===== DATASET RECORDS =====

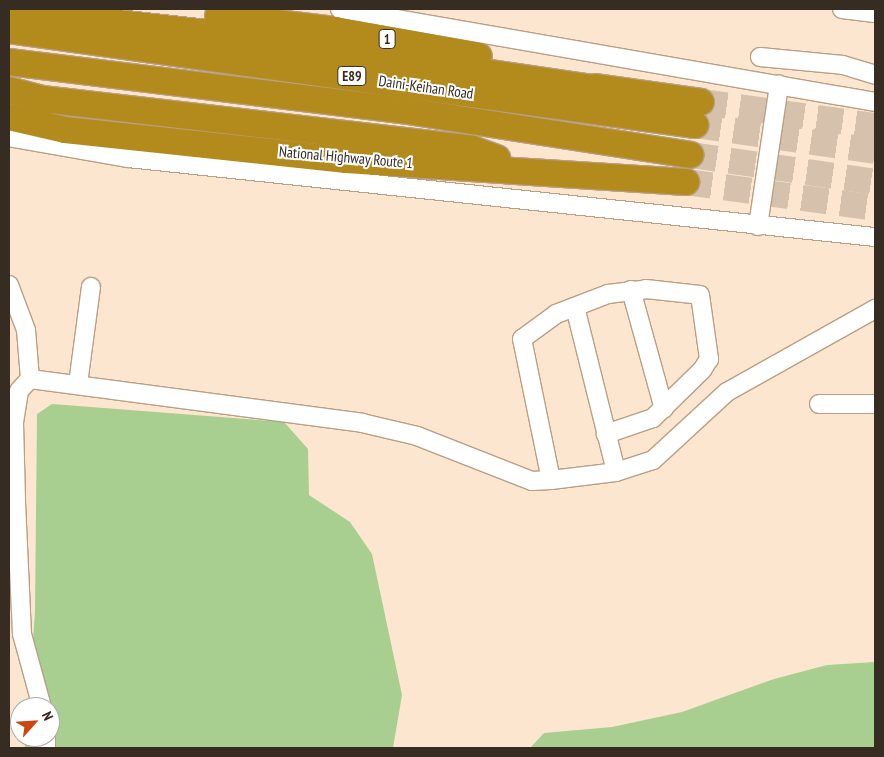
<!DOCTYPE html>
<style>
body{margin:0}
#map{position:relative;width:884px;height:757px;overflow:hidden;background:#fce6cf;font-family:"PT Sans Narrow",sans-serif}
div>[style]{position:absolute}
.green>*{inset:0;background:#a8cf90}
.highway-tunnel>*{height:26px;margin-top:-13px;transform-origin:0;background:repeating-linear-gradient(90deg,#d5c1ac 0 26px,transparent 0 39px)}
.roads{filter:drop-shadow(1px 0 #b99f84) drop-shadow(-1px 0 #b99f84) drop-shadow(0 1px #b99f84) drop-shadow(0 -1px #b99f84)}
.minor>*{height:18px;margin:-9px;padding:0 9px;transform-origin:9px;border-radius:9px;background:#fff}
.highway>*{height:26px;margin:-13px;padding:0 13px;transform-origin:13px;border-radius:13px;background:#b38b1c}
span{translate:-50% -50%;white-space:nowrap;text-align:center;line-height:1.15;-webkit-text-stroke:4px #fff;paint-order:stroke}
.shield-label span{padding:1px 4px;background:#fff;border:1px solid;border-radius:4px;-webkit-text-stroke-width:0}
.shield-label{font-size:14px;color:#372c21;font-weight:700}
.street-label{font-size:15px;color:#372c21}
.frame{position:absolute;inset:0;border:10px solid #372c21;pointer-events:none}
.north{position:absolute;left:10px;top:697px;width:50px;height:50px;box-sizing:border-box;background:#fff;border:1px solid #afaba6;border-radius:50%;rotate:64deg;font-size:14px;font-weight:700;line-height:20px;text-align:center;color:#372c21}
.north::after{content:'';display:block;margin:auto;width:18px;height:22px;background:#cd460d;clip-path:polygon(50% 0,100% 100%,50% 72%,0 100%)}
</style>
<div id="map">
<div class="green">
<div style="clip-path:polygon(52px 404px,284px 422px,308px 449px,309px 495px,350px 522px,372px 554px,402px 695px,393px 748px,25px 748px,25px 737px,50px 737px,50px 707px,28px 707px,35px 612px,37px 414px)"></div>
<div style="clip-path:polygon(875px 662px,875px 748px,530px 748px,544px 733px,612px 727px,682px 712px,774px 679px,827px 665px)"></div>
</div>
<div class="highway-tunnel">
<div style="left:701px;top:102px;width:176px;rotate:7.9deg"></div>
<div style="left:695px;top:125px;width:182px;rotate:8.2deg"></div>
<div style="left:691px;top:155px;width:186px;rotate:8.3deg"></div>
<div style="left:686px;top:182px;width:191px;rotate:7.8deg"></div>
</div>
<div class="roads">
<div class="minor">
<div style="left:340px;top:9px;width:543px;rotate:9.86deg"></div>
<div style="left:842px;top:9px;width:33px;rotate:7deg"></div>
<div style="left:760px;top:57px;width:83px;rotate:5.5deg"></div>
<div style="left:843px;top:65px;width:34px;rotate:17deg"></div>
<div style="left:9px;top:137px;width:121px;rotate:10deg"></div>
<div style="left:128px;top:158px;width:751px;rotate:6.04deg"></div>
<div style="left:758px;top:226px;width:143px;rotate:-81.5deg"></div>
<div style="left:9px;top:285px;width:48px;rotate:69.3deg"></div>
<div style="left:26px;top:330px;width:49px;rotate:85.3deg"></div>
<div style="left:30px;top:379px;width:16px;rotate:133deg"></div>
<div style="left:19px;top:391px;width:32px;rotate:99deg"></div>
<div style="left:14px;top:423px;width:79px;rotate:88.5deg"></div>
<div style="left:16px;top:502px;width:132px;rotate:87.4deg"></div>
<div style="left:22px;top:634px;width:76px;rotate:74.7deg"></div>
<div style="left:631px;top:290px;width:123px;rotate:74.5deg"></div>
<div style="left:575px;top:307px;width:170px;rotate:76deg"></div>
<div style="left:30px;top:379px;width:335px;rotate:7.5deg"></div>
<div style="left:362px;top:423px;width:57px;rotate:13.3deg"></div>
<div style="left:417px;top:436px;width:123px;rotate:21.4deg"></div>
<div style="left:532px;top:481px;width:19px;rotate:-3deg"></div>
<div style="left:551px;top:480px;width:65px;rotate:-7deg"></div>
<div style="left:616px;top:472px;width:39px;rotate:-18deg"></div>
<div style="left:653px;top:460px;width:100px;rotate:-42.6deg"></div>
<div style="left:727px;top:392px;width:170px;rotate:-29.3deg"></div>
<div style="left:78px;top:384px;width:98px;rotate:-82.4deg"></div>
<div style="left:819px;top:404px;width:56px"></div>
<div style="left:551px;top:480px;width:144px;rotate:-101.6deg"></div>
<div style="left:522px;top:339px;width:42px;rotate:-36.3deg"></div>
<div style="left:556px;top:314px;width:56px;rotate:-21deg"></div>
<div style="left:608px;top:294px;width:38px;rotate:-7deg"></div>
<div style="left:646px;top:289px;width:54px;rotate:6.3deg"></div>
<div style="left:700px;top:295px;width:65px;rotate:82deg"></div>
<div style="left:709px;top:359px;width:13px;rotate:122deg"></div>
<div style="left:702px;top:370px;width:69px;rotate:135.6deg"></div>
<div style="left:653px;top:418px;width:50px;rotate:161.2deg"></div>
<div style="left:46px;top:737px;width:11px;rotate:90deg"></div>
</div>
<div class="highway">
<div style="left:9px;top:11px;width:235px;rotate:6.3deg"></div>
<div style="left:243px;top:37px;width:373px;rotate:8.3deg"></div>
<div style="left:218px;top:16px;width:118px;rotate:6.8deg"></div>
<div style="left:335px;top:30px;width:146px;rotate:10.2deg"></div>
<div style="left:9px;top:30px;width:693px;rotate:7.88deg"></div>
<div style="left:9px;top:62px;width:395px;rotate:7deg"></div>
<div style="left:401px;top:110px;width:293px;rotate:8.8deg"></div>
<div style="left:596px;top:87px;width:106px;rotate:8.1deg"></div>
<div style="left:9px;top:90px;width:34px;rotate:15deg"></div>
<div style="left:42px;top:99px;width:433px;rotate:6.6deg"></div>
<div style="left:472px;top:149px;width:27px;rotate:20deg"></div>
<div style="left:9px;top:117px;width:57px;rotate:13.1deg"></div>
<div style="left:65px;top:130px;width:283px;rotate:6.1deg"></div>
<div style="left:346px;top:160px;width:341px;rotate:3.7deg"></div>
</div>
</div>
<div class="shield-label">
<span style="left:387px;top:39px">1</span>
<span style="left:352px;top:76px">E89</span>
</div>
<div class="street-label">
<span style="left:426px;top:87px;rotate:8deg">Daini-Keihan Road</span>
<span style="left:346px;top:157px;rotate:5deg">National Highway Route 1</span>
</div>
<div class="frame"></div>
<div class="north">N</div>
</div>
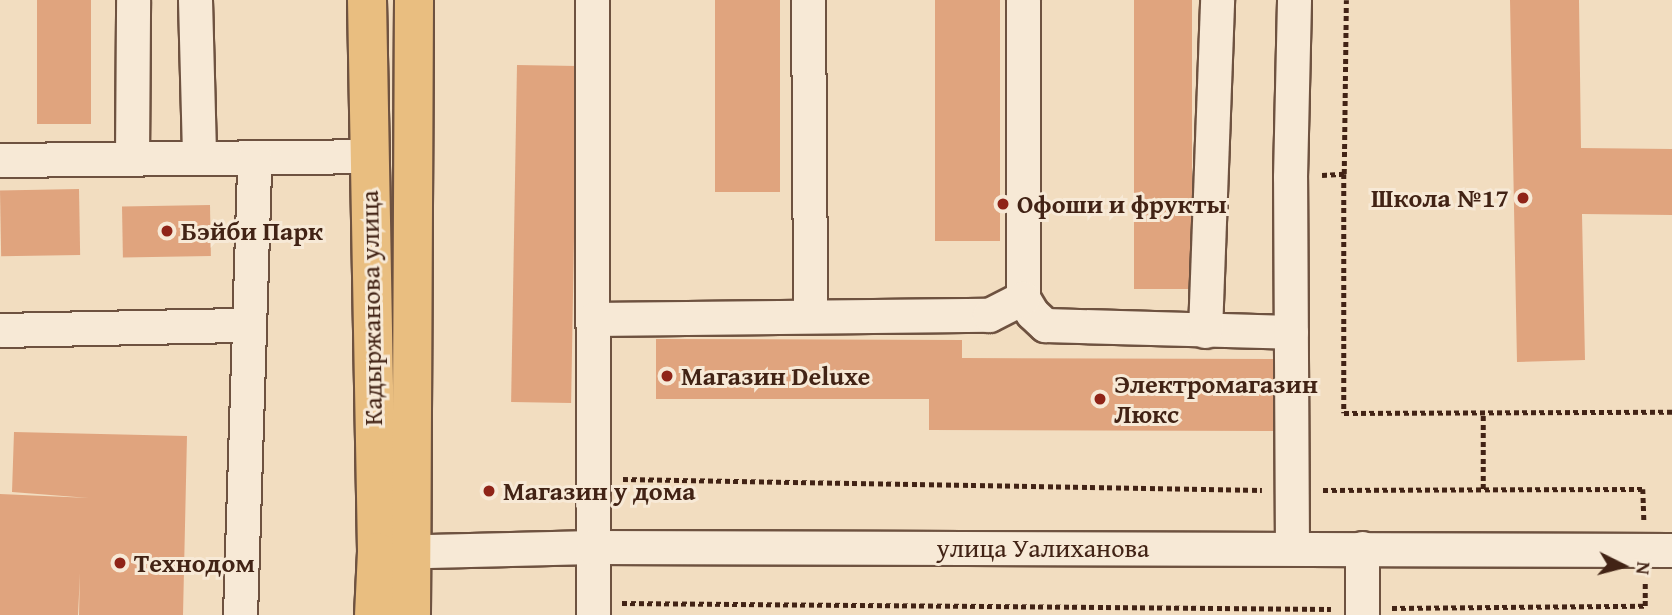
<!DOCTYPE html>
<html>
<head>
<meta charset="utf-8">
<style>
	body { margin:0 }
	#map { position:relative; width:1672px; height:615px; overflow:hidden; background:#f2ddc0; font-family:"Gentium Book Plus",serif }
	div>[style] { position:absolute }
	.building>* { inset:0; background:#e0a47e; transform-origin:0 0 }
	.path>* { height:4.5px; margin-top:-2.25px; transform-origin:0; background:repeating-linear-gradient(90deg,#422315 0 5px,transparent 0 8.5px) }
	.roads { filter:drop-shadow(2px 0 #6e5240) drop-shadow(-2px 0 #6e5240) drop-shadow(0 2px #6e5240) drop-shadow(0 -2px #6e5240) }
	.minor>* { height:33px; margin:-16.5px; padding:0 16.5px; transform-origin:16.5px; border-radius:16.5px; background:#f7e9d6 }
	.major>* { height:38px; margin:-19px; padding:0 19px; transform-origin:19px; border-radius:19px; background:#e9be80 }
	.dots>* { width:19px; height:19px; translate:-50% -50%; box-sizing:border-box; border:4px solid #f7e9d6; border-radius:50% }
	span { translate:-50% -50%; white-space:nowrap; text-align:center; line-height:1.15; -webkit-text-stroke:6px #f7e9d6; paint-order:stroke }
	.poi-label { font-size:26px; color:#422315; font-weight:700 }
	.right { translate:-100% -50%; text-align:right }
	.left { translate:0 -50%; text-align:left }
	.street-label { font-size:26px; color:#422315 }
	.north { position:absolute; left:1588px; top:531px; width:70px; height:70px; -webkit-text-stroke:5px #f7e9d6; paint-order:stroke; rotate:96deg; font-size:19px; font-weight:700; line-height:28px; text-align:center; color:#422315 }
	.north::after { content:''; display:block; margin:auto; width:24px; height:32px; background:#422315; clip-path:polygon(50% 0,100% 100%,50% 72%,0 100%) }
</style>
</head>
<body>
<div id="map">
	<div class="building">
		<i style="left:37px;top:0;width:54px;height:124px"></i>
		<i style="left:715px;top:0;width:65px;height:192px"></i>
		<i style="left:935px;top:0;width:65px;height:241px"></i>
		<i style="left:1134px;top:0;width:58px;height:289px"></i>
		<i style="clip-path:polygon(1510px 0,1579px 0,1581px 148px,1672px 149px,1672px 215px,1582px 214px,1585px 360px,1517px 362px)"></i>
		<i style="left:517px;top:65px;width:60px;height:337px;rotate:1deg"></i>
		<i style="left:79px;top:189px;width:66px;height:79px;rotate:89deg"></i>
		<i style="left:210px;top:205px;width:51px;height:88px;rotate:89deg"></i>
		<i style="clip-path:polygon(656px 339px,962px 340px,962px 358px,1279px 359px,1279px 431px,929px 430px,929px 399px,656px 399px)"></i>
		<i style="clip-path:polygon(14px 432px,187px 436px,183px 615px,79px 615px,80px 573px,78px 615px,0 615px,0 494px,89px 498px,12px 492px)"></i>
	</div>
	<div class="path">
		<i style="left:1344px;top:174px;width:174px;rotate:-89.3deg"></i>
		<i style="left:1322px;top:175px;width:22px;rotate:-3deg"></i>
		<i style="left:1344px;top:174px;width:239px;rotate:90deg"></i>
		<i style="left:1344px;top:413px;width:328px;rotate:-0.2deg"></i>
		<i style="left:623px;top:479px;width:639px;rotate:0.99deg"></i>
		<i style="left:1483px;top:489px;width:76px;rotate:-90deg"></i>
		<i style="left:1323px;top:490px;width:320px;rotate:-0.2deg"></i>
		<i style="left:1643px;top:489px;width:31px;rotate:88deg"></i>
		<i style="left:622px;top:603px;width:709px;rotate:0.48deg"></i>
		<i style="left:1392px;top:608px;width:253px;rotate:-0.5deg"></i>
		<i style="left:1645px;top:606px;width:25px;rotate:-90deg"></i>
	</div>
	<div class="roads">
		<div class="minor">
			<i style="left:195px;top:0;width:158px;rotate:88.5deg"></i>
			<i style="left:592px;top:0;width:615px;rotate:89.91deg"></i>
			<i style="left:808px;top:0;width:316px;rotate:89.6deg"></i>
			<i style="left:1023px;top:0;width:298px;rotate:90deg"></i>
			<i style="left:1023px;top:298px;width:17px;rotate:59deg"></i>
			<i style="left:1032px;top:313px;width:18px;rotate:43deg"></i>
			<i style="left:1045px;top:325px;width:246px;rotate:1.6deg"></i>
			<i style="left:132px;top:158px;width:158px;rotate:-89.6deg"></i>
			<i style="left:0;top:160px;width:367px;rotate:-0.6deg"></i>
			<i style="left:593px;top:319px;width:396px;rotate:-0.6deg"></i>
			<i style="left:989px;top:315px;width:38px;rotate:-27deg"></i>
			<i style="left:0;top:330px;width:249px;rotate:-1.2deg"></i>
			<i style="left:1205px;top:331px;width:331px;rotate:-87.9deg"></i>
			<i style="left:1292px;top:548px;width:371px;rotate:-90.3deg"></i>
			<i style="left:1290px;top:177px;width:177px;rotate:-88.7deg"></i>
			<i style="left:387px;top:552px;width:206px;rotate:-1.4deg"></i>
			<i style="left:593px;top:547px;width:1079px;rotate:0.16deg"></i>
			<i style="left:240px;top:615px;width:458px;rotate:-88.2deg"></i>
			<i style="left:1362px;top:615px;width:67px;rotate:-90deg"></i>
		</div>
		<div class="major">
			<i style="left:367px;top:0;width:552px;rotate:88.96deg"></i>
			<i style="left:377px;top:552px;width:63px;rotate:92.7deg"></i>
			<i style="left:411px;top:615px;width:615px;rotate:-89.72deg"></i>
		</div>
	</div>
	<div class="dots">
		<i style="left:1523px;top:198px;background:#8f2418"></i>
		<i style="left:1003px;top:204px;background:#8f2418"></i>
		<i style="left:167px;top:231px;background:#8f2418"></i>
		<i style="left:667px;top:376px;background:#8f2418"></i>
		<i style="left:1100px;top:399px;background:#8f2418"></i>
		<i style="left:489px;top:491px;background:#8f2418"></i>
		<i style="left:120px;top:563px;background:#8f2418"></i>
	</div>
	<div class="poi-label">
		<span class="right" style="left:1509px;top:198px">Школа №17</span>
		<span class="left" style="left:1017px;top:204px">Офоши и фрукты</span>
		<span class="left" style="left:181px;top:231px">Бэйби Парк</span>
		<span class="left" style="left:681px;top:376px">Магазин Deluxe</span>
		<span class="left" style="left:1114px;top:399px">Электромагазин<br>Люкс</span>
		<span class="left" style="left:503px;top:491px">Магазин у дома</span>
		<span class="left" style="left:134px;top:563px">Технодом</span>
	</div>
	<div class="street-label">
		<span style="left:371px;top:308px;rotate:-91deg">Кадыржанова улица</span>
		<span style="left:1043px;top:548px">улица Уалиханова</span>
	</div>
	<div class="north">N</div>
</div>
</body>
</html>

=====

Which lines of the data contain the word "html"? Copy each one.

<!DOCTYPE html>
<!DOCTYPE html>
<html>
</html>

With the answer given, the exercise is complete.